**WHAT NEEDS TO BE DONE:** Filter the records below for the word "JSON". Copy each line that holds it.

**DATA PROVIDED:**

☆ ☆ ☆ ☆ ☆ ☆ ☆

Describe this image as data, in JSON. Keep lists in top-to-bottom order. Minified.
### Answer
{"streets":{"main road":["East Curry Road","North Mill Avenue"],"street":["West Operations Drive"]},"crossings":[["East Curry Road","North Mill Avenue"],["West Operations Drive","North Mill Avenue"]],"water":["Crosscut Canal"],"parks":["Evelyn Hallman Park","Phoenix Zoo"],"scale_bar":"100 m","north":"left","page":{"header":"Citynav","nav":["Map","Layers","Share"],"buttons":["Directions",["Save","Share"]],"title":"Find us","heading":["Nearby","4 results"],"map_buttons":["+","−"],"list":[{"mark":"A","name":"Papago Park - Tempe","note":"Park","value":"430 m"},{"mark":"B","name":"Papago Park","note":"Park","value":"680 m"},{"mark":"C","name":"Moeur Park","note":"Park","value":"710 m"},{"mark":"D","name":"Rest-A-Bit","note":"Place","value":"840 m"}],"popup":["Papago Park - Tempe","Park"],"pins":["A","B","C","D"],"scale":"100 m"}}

☆ ☆ ☆ ☆ ☆ ☆ ☆

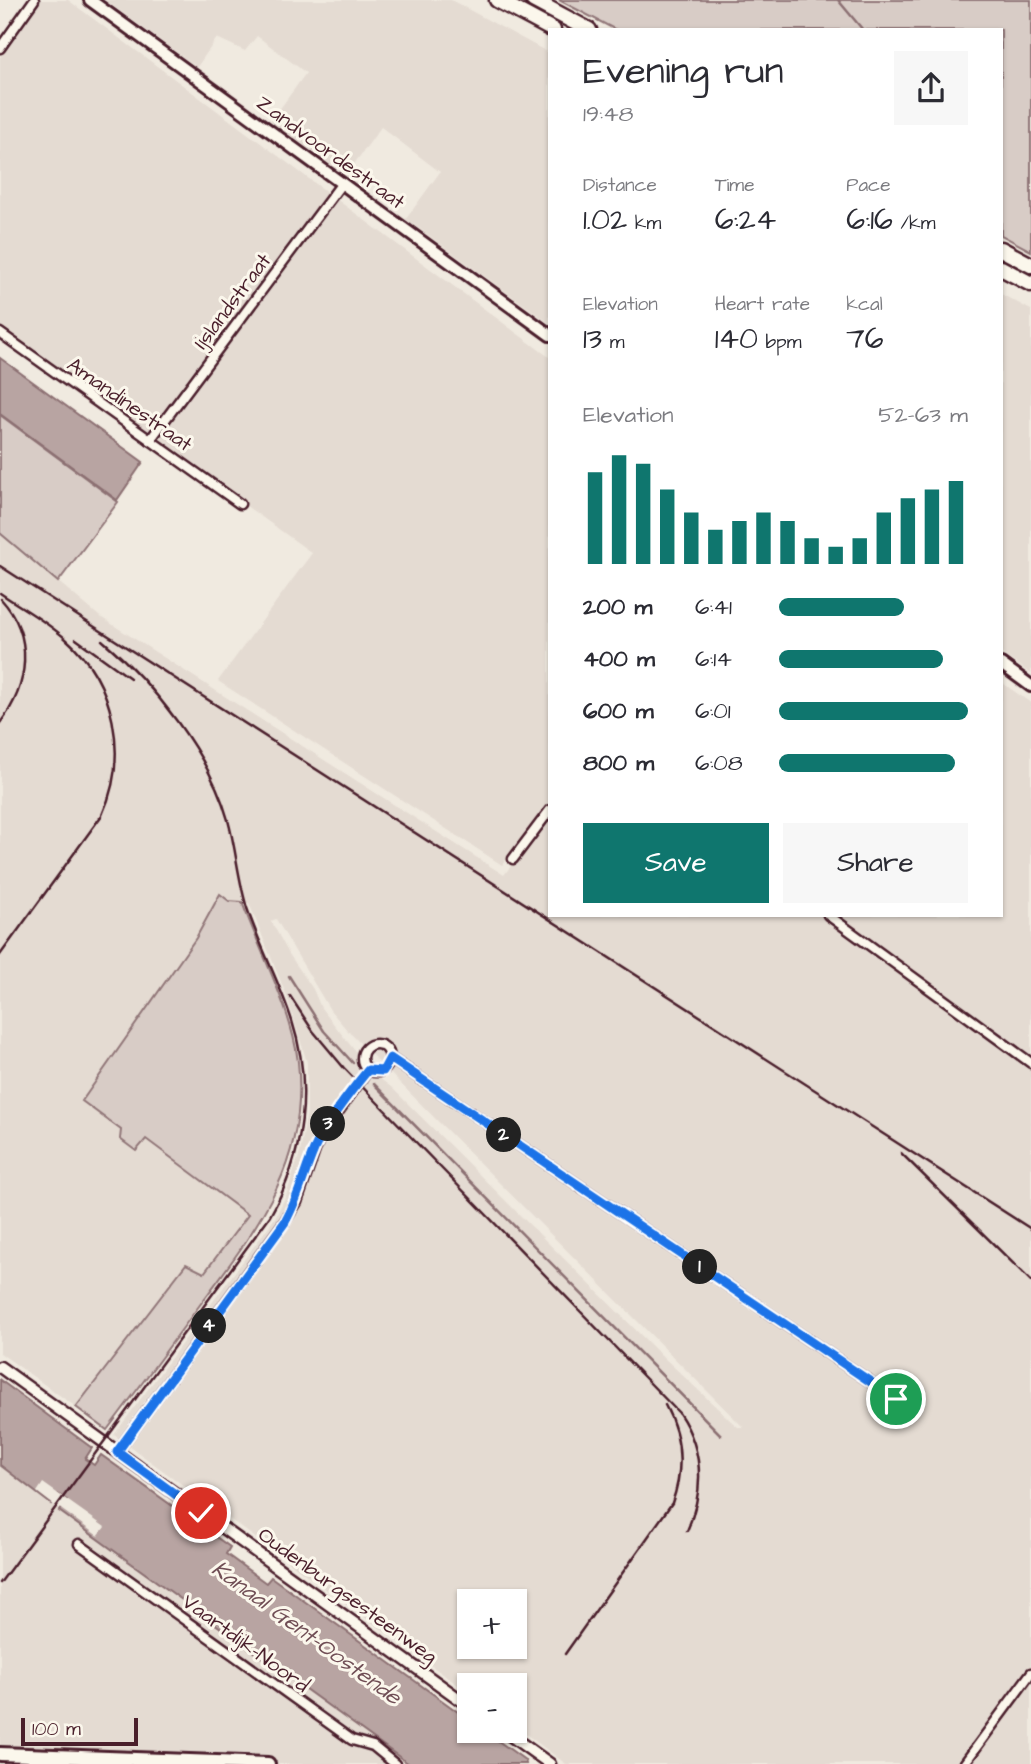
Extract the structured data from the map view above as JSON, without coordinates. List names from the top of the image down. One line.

☆ ☆ ☆ ☆ ☆ ☆ ☆

**WRITTEN ANSWER:**
Describe this image as data, in JSON. Keep lists in top-to-bottom order. Minified.
Extract the structured data from the map view above as JSON, without coordinates. List names from the top of the image down. One line.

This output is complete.